Everyone loves a beautiful sunset, but very, very few of us will ever get to see two on the same day. That special treat is reserved for the residents of Kotzebue, Alaska, a remote village that happens to be positioned at just the right latitude, longitude, and time zone to make such an event feasible at a certain time of year.
The phenomenon became possible after Alaska went from four time zones to two time zones in 1983. So, on August 8, 1986, the sun set just after midnight, and then again at 11:56 pm. Two sunsets on the same calendar day isn't the only peculiarity of living in Kotzebue. For several weeks in the summer, the sun will set early in the morning – and then rise later in the morning. As Ray Downs, a National Weather Service employee who once worked in the Kotzebue office, said: "I've been in charge of that weather station four times and I still have a hard time explaining it."

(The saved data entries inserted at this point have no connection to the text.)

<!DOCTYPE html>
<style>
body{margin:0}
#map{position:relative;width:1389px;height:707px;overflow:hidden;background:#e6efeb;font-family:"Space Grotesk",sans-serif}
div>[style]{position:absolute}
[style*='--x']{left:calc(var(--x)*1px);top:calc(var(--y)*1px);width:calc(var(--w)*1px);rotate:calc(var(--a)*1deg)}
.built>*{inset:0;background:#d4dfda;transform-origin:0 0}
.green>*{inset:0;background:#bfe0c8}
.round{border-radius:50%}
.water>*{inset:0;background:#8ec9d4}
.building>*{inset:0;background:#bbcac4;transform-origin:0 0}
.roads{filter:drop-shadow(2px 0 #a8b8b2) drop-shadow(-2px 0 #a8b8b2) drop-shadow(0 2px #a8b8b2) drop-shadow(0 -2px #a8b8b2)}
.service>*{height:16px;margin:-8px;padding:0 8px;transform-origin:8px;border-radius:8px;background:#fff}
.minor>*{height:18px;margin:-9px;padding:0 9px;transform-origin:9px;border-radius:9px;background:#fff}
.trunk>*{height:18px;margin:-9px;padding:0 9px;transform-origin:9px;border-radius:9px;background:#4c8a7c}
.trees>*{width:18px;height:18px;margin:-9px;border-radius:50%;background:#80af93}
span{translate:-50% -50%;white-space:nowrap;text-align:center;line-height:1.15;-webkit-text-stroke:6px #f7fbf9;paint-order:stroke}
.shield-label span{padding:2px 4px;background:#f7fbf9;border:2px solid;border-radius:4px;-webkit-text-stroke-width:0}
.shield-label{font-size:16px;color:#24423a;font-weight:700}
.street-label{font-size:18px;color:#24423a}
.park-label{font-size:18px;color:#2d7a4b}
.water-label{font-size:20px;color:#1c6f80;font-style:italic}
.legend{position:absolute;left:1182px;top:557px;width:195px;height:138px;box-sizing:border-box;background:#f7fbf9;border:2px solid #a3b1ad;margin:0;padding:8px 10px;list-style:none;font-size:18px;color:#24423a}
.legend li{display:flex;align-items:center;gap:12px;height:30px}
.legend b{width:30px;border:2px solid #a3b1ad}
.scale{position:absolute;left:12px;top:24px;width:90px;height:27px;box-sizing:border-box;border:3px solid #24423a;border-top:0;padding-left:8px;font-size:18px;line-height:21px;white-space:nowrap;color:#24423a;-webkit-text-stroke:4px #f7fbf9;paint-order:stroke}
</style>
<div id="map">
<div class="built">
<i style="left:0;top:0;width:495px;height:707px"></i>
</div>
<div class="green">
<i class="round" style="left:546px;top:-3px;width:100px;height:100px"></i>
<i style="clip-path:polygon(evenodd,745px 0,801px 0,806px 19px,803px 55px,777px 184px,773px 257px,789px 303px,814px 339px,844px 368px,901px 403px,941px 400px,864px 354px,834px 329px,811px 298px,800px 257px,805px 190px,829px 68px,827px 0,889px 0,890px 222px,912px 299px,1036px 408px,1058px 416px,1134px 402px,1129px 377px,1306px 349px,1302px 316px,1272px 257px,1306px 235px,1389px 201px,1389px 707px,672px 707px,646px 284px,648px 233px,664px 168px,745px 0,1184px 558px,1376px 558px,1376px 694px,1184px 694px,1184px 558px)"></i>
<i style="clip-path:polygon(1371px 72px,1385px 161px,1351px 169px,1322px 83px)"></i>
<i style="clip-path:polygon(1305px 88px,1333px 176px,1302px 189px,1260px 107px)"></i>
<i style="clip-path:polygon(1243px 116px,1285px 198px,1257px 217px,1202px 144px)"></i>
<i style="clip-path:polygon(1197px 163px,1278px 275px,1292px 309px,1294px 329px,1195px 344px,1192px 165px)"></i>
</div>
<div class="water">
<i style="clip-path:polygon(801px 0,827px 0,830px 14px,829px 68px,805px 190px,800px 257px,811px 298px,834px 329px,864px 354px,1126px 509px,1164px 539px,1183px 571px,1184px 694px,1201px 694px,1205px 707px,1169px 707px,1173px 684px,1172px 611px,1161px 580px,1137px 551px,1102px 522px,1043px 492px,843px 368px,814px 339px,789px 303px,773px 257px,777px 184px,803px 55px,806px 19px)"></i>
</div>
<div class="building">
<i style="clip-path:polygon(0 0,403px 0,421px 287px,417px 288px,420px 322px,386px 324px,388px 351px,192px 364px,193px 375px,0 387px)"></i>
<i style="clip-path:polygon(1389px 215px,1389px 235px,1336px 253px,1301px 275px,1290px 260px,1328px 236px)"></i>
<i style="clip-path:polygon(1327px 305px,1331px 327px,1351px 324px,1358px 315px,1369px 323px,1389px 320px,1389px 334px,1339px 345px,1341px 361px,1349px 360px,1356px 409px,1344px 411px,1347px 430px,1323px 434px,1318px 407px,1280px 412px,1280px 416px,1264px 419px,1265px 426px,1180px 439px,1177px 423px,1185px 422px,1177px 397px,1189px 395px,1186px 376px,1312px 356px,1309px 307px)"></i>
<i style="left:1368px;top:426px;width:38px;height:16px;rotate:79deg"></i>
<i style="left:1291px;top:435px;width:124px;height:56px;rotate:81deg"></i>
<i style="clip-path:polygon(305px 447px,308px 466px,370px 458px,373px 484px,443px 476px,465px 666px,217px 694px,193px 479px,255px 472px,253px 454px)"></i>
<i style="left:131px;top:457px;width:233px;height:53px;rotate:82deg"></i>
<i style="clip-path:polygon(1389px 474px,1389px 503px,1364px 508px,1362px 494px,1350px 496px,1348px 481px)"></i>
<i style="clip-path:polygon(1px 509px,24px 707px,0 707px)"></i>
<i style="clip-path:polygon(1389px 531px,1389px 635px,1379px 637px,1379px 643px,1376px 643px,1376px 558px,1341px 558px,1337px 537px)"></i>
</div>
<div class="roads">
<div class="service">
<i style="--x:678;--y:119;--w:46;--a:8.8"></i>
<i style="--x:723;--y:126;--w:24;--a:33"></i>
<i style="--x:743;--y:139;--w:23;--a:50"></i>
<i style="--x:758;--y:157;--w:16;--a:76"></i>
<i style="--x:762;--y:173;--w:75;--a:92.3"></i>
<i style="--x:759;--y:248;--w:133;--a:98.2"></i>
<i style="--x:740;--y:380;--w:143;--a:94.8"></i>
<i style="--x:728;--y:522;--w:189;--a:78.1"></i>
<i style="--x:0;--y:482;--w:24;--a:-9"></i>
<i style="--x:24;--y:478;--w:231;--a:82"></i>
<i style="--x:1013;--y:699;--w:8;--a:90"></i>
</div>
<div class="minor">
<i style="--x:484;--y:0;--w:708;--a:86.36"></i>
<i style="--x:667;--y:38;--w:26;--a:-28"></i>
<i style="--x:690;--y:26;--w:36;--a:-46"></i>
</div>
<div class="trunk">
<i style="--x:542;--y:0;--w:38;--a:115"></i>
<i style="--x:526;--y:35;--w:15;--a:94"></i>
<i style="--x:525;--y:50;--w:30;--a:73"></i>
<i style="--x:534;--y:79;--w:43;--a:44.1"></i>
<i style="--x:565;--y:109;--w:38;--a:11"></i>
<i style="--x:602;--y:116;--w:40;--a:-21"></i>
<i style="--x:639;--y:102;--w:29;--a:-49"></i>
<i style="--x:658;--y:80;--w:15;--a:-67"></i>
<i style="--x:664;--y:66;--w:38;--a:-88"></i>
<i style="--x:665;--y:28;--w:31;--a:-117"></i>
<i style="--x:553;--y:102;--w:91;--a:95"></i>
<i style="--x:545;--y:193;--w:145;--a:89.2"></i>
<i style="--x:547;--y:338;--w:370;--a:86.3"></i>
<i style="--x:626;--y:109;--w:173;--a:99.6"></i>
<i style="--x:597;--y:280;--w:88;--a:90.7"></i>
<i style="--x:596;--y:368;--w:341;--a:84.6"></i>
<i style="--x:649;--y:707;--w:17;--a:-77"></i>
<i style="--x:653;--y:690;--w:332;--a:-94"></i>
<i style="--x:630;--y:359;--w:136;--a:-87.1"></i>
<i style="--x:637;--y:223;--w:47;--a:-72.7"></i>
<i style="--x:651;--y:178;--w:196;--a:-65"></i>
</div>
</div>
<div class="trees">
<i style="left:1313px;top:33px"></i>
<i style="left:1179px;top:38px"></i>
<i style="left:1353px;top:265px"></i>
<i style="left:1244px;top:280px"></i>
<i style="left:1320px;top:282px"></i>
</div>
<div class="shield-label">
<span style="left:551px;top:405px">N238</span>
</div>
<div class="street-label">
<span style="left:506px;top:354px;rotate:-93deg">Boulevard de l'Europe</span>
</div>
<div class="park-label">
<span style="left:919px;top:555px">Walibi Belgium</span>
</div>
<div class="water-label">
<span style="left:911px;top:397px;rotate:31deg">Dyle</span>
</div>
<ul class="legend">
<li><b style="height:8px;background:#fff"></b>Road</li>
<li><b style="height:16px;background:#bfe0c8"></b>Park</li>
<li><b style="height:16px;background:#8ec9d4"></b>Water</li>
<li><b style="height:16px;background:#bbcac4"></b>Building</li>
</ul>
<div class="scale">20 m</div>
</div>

For those thinking of traveling to catch the double sunset, Kotzebue lies 547 miles (880 km) from Anchorage and 26 miles (42 km) north of the Arctic Circle.
Other unusual places in Alaska:
- Juneau is the state capital, but you can't get there by car; travel requires a plane or boat.
- In 1938, the town of Kennicott quickly went from boasting the world's richest copper mine to being a ghost town, as residents left en masse.
- Just outside of the town of Talkeetna is a house nicknamed the "Dr. Seuss House," which rises whimsically to a height of somewhere between 14 and 17 stories.